Lucifer

Selon la tradition chrétienne, Lucifer, avant d’être le premier des anges déchus, a d’abord été un brillant et puissant archange. Il représente la lumière et la connaissance. Cependant, obsédé par l’orgueil, il a défié Dieu, convaincu d’autres anges de le suivre et formé une rébellion. C’est pourquoi il a été puni : chassé du Paradis, il est tombé sur la Terre où il est devenu la personnification du mal connue sous le nom de Satan.

Il faut revenir à Jérôme de Stridon (IVe-Ve s.) et à sa traduction latine de la Bible depuis le grec et l’hébreu pour comprendre ce double emploi du terme « lucifer », qui signifie en latin littéralement « celui qui porte la lumière », suivi de la transformation de cette expression en nom propre « Lucifer », qui désigne effectivement le démon, aussi bien en théologie que dans la langue française.

S’appuyant sur la Septante (version grecque de l’Ancien testament), qui, à propos du roi de Babylone qui avait été « déchu des cieux », avait traduit l’expression en hébreu d’Isaïe (Es 14, 12) : « Astre brillant, fils de l’aurore » par le grec « Eosphoros », « celui qui apporte la lumière », saint Jérôme la traduisit à son tour par le latin « lucifer », « celui qui porte la lumière ». Or, celui qui avait été déchu des cieux était Satan, l’ange rebelle, comme cela est clairement exprimé dans l’évangile de saint Luc (Lc 10, 18) ou dans le livre de l’Apocalypse (Ap 22, 16). De plus, cet ange déchu, qui brillait auparavant d’un éclat éblouissant et d’une beauté égale au Créateur, comme le disent les Pères de l’Église, est aussi assimilé dans l’Ancien testament au roi de Tyr, dans le passage d’Ezéchiel (Ez 28, 11-19). Car tous ces rois (Tyr ou Babylone) qui prétendaient détruire Israël (préfiguration de l’Eglise) se conduisent effectivement comme le prince de ce monde, le démon. Si ce mot de « Lucifer » n’existe pas dans le texte d’Ezéchiel, c’est bien sur ce texte fondateur que s’appuie la tradition de l’Eglise à propos de Satan : le porteur de lumière, donc Lucifer, qui est déchu du Ciel. Saint Augustin et d’autres Pères de l’Église répéterons cette tradition, et il en sera de même à l’époque médiévale (chez saint Bernard, saint Bonaventure, Dante, etc.) comme dans les temps modernes (dans les ouvrages de spiritualité, chez l’illustrateur Gustave Doré, ou encore chez Victor Hugo, etc.).

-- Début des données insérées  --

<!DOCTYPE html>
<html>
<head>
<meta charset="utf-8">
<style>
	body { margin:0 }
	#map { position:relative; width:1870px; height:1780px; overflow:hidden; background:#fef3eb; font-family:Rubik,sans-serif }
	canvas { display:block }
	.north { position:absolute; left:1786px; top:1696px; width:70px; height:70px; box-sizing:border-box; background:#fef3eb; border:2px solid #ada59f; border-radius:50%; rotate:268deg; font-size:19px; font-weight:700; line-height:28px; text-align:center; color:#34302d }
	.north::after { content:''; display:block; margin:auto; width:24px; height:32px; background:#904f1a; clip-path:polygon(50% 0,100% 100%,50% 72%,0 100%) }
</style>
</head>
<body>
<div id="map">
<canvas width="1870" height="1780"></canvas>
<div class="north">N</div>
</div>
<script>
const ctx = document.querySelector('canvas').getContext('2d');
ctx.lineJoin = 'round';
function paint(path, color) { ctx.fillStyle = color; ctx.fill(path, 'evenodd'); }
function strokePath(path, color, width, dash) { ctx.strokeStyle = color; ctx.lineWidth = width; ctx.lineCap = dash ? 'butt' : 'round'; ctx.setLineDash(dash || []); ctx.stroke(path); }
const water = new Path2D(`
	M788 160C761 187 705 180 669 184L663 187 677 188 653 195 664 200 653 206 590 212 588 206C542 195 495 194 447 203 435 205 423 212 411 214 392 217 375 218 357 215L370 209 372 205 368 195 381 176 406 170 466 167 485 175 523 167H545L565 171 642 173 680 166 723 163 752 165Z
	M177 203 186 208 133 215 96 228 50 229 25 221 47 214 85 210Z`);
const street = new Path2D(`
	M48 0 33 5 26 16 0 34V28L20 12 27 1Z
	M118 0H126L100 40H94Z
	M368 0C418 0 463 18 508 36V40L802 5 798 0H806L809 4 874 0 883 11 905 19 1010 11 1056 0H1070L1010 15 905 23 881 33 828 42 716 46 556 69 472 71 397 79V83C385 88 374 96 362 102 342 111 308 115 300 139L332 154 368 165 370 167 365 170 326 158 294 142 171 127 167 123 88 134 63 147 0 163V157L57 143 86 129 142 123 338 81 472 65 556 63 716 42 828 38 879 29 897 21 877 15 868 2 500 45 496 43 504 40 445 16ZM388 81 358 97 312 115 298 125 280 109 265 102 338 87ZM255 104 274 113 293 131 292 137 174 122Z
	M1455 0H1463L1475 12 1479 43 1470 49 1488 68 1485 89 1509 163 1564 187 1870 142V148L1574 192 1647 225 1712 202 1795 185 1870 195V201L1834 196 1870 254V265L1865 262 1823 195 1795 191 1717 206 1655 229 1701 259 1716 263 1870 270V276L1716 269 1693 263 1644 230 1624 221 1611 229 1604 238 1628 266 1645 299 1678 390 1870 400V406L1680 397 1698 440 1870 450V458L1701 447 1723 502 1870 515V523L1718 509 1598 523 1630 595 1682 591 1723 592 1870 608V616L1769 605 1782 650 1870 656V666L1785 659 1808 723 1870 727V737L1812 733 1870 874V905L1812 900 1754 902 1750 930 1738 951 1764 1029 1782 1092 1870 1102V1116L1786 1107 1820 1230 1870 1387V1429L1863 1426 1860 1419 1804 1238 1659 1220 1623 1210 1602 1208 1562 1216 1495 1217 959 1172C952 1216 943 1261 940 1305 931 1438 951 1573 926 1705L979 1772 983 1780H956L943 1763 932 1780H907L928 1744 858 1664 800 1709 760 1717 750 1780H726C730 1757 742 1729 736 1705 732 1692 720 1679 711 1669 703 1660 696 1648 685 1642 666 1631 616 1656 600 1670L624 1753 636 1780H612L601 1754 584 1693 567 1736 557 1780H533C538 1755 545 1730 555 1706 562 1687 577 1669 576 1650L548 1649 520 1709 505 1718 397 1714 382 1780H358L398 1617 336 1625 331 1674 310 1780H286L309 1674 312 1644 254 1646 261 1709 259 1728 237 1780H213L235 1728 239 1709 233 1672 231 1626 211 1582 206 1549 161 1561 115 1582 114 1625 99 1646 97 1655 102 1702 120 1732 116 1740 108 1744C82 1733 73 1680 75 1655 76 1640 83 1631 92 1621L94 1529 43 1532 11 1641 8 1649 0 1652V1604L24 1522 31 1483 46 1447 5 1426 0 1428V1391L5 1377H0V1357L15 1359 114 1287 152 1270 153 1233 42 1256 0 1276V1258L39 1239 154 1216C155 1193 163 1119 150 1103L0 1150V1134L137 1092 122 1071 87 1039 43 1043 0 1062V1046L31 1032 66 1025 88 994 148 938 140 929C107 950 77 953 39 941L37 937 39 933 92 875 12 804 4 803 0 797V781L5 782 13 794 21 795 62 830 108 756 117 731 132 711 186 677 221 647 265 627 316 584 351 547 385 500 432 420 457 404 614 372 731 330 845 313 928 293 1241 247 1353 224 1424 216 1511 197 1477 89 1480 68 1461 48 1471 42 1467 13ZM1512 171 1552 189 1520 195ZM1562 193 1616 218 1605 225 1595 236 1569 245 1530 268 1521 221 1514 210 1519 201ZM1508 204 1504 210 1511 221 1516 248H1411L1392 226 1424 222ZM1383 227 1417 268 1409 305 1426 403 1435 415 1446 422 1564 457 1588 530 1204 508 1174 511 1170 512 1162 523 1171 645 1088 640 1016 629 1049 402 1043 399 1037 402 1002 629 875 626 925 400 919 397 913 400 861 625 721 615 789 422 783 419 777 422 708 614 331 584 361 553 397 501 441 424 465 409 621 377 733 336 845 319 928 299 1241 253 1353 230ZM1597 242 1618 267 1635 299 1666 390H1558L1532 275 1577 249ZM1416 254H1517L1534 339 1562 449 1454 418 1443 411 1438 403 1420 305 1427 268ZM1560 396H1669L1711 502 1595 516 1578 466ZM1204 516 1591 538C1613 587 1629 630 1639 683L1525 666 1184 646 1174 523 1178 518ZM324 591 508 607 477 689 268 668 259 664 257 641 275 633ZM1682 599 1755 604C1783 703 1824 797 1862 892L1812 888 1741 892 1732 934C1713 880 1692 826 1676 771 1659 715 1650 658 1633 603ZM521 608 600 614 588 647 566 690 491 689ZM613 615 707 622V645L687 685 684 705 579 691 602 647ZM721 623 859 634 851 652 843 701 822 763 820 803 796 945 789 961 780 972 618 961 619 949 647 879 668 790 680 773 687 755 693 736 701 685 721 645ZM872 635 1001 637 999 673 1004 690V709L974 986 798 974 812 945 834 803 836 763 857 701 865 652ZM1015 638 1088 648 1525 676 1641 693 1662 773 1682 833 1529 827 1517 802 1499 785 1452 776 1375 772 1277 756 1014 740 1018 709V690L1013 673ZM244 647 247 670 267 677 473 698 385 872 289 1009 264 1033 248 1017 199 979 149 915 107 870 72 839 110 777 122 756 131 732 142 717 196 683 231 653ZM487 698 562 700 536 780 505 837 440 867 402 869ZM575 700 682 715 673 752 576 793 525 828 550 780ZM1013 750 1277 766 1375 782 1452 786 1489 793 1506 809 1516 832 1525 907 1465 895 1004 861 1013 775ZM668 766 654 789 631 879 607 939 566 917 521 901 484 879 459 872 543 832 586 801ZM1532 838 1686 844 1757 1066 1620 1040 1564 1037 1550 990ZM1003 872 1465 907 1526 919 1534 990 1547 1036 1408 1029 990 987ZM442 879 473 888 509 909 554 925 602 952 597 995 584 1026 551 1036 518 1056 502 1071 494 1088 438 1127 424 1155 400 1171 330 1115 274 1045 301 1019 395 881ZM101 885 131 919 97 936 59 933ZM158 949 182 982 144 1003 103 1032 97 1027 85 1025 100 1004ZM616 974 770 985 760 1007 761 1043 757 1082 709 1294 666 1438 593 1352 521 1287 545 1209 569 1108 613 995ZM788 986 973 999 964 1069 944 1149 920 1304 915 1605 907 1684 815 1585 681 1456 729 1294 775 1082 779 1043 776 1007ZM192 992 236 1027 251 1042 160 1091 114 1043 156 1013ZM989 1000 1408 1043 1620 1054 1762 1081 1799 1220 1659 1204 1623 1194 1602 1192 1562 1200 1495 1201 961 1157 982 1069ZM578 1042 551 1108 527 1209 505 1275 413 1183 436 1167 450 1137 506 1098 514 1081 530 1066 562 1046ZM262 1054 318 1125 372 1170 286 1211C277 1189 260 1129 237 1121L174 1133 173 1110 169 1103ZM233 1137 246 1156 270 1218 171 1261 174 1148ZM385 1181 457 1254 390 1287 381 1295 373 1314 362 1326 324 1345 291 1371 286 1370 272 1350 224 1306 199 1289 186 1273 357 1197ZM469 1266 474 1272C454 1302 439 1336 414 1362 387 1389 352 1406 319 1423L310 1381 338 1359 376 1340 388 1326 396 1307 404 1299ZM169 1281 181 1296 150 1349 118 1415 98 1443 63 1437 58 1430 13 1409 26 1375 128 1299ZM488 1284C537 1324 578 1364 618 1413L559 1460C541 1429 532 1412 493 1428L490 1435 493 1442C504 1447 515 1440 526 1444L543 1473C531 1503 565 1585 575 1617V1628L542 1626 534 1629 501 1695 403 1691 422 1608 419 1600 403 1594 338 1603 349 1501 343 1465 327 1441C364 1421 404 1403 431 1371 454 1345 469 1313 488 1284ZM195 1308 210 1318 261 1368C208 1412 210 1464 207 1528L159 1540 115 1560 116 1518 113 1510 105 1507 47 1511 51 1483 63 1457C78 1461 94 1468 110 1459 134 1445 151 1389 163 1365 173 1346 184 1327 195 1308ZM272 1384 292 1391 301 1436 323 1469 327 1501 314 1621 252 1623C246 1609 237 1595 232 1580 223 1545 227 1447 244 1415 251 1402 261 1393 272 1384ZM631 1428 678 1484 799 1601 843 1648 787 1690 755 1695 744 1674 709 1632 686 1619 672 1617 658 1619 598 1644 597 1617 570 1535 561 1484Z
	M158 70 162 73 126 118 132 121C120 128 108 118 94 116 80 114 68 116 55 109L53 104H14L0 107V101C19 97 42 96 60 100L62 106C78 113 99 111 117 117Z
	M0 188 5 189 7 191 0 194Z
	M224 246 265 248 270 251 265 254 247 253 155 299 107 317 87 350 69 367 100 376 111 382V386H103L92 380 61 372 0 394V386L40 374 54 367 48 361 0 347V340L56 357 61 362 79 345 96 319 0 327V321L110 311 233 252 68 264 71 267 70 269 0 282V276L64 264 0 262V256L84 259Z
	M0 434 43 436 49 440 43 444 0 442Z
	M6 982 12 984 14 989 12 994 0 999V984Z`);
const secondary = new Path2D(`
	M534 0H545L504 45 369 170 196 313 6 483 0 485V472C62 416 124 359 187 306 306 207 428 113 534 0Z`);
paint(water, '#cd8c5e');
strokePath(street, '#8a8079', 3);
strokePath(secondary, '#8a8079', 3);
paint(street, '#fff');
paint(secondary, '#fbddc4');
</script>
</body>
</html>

Seulement, saint Jérôme a également traduit, avec cohérence, le grec « phosphoros » issu de l’expression « la lumière ou l’étoile du matin » dans un autre passage (2 Pierre 1, 19) par le latin « lucifer ». Et cette fois-ci, ce n’est pas l’ange déchu qui est représenté, mais c’est au contraire une image du Christ, celui qui nous apporte la lumière de Dieu dans les ténèbres du Monde, comme l’étoile du matin est la première lueur qui annonce l’aurore !

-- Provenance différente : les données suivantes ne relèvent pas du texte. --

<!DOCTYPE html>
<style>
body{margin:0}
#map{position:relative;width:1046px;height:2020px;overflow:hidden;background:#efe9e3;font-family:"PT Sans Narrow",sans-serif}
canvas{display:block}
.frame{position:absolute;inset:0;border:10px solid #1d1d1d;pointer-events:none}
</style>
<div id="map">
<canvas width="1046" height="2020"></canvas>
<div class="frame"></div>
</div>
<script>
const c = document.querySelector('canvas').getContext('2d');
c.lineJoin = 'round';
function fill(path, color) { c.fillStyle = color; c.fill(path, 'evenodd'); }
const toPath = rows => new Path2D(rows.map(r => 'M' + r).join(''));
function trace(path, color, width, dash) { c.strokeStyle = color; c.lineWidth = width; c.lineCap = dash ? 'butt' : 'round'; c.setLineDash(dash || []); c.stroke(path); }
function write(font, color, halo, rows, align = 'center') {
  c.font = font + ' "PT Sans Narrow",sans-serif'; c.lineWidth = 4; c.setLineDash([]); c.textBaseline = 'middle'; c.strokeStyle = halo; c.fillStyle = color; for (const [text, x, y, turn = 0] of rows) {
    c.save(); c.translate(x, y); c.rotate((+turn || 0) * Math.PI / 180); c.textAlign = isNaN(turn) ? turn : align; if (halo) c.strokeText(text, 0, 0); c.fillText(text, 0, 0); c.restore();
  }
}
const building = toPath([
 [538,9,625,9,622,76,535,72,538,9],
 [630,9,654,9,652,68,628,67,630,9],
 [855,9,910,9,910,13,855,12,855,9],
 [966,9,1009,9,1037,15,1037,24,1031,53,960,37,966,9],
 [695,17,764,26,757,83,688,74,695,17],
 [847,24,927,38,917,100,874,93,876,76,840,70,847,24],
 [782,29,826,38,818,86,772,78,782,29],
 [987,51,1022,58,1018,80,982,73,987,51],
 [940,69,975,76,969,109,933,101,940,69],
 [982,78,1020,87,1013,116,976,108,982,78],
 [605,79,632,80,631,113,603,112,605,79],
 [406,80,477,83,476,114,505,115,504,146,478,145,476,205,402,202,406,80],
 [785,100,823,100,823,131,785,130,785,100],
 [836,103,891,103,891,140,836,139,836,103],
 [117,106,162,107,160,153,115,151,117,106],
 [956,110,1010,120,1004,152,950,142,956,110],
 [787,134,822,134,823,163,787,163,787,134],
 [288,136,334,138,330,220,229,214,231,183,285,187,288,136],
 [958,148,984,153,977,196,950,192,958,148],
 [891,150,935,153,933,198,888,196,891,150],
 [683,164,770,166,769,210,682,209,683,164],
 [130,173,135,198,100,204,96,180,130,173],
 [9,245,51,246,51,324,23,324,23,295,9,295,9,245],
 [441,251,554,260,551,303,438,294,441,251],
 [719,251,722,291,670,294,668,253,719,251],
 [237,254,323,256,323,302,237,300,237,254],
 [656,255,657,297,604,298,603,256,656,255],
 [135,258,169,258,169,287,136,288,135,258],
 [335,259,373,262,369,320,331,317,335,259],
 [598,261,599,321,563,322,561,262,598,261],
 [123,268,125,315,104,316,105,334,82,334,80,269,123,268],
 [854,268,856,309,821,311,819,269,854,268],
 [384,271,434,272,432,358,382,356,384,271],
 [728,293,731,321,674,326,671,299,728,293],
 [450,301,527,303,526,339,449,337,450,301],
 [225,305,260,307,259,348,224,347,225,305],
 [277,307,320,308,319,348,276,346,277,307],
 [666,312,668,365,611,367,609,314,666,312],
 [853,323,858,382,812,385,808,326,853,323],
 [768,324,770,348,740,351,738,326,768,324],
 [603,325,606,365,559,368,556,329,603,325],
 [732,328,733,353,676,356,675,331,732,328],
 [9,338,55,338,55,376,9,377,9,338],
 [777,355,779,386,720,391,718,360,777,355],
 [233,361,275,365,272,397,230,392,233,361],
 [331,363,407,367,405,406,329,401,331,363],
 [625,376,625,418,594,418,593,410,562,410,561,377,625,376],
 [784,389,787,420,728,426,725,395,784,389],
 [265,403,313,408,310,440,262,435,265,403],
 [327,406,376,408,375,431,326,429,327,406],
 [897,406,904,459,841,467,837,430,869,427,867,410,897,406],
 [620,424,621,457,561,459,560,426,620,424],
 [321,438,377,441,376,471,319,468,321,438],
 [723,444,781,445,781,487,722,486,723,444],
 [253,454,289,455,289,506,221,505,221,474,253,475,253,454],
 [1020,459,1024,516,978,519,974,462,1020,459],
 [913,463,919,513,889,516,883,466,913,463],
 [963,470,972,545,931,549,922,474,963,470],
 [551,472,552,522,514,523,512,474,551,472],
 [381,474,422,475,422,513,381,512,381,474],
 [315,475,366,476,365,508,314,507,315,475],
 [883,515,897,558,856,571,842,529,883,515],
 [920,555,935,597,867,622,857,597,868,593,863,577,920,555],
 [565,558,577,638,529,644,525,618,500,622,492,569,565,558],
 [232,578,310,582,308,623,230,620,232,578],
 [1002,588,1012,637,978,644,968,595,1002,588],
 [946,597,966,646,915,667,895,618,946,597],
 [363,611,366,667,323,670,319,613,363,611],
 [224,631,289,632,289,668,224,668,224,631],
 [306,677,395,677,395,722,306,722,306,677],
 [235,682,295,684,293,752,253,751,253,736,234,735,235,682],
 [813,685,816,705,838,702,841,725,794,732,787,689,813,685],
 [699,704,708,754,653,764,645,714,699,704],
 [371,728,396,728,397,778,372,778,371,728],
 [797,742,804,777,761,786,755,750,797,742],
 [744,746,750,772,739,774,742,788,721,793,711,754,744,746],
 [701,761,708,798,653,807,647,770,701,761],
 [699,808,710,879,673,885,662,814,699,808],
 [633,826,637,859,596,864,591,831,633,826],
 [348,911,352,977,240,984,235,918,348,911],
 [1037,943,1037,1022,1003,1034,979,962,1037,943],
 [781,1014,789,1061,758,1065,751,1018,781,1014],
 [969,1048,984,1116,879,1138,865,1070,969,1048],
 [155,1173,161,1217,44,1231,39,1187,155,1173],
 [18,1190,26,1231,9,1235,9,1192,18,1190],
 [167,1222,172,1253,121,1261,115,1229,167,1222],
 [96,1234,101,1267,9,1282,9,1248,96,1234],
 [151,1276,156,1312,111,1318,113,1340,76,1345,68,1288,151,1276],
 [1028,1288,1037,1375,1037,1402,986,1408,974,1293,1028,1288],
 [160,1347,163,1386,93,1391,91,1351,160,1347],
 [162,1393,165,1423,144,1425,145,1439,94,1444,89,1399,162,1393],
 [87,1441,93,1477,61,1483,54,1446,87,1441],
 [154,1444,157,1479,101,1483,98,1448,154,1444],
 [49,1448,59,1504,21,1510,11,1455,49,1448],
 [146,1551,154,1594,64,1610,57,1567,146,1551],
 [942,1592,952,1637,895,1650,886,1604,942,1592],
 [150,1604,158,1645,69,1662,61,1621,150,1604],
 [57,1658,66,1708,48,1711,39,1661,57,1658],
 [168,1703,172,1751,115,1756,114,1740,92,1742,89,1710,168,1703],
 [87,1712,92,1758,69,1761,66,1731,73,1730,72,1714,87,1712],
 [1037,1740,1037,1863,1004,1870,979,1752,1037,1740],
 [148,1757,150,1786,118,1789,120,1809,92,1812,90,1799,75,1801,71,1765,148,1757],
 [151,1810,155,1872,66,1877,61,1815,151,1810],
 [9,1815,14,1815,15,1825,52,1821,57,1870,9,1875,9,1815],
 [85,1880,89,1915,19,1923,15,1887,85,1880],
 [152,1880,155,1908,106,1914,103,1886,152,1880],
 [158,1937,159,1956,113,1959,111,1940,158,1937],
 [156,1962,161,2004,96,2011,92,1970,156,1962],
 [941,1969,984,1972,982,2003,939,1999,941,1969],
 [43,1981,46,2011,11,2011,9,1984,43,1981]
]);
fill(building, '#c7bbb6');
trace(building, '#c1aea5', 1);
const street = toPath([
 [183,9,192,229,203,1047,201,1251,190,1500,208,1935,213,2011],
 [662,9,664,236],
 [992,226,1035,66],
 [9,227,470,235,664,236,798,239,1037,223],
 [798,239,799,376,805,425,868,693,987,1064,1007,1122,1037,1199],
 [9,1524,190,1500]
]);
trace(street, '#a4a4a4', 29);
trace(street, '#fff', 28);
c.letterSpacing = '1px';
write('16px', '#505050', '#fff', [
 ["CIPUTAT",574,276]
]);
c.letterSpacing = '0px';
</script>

Pour la petite histoire, saint Jérôme avait encore utilisé ce terme générique « lucifer » deux autre fois d’une manière générale : dans Job 8, 32 et Job 11, 17.  Car « lucifer », le porteur de lumière, c’est aussi l’astre du matin. Nous avons vu que c’était le cas dans la Septante d’Isaïe, et c’est également le cas dans la littérature romaine (chez Cicéron, Virgile, etc.), laquelle n’avait pas de secret ni pour saint Jérôme, ni pour les autres Pères de l’Eglise. L’astre du matin, « stella matutina » en latin, était alors une qualification de Vénus, la planète qui annonce la lumière. L’assimilation avec le Christ, « lucifer » qui est la Lumière du monde, était donc évidente. D’où le passage de l’Exultet [1] qui appelle « lucifer » le Christ. Dans les hymnes du bréviaire, on parle aussi de « lucifer » en parlant de la lumière et de l’étoile du matin, et l’expression « stella matutina », elle, est souvent appliquée à la Sainte Vierge !

En tous cas, dans le langage courant, retenons que Lucifer est bien un nom du démon, l’ange déchu des cieux, tandis que le Christ, lui, est le porteur de lumière, l’étoile du matin, la lumière du monde ! [1]« Qui est Lucifer ? », mis en ligne à l’adresse https://www.responde.fr/qui-est-lucifer/.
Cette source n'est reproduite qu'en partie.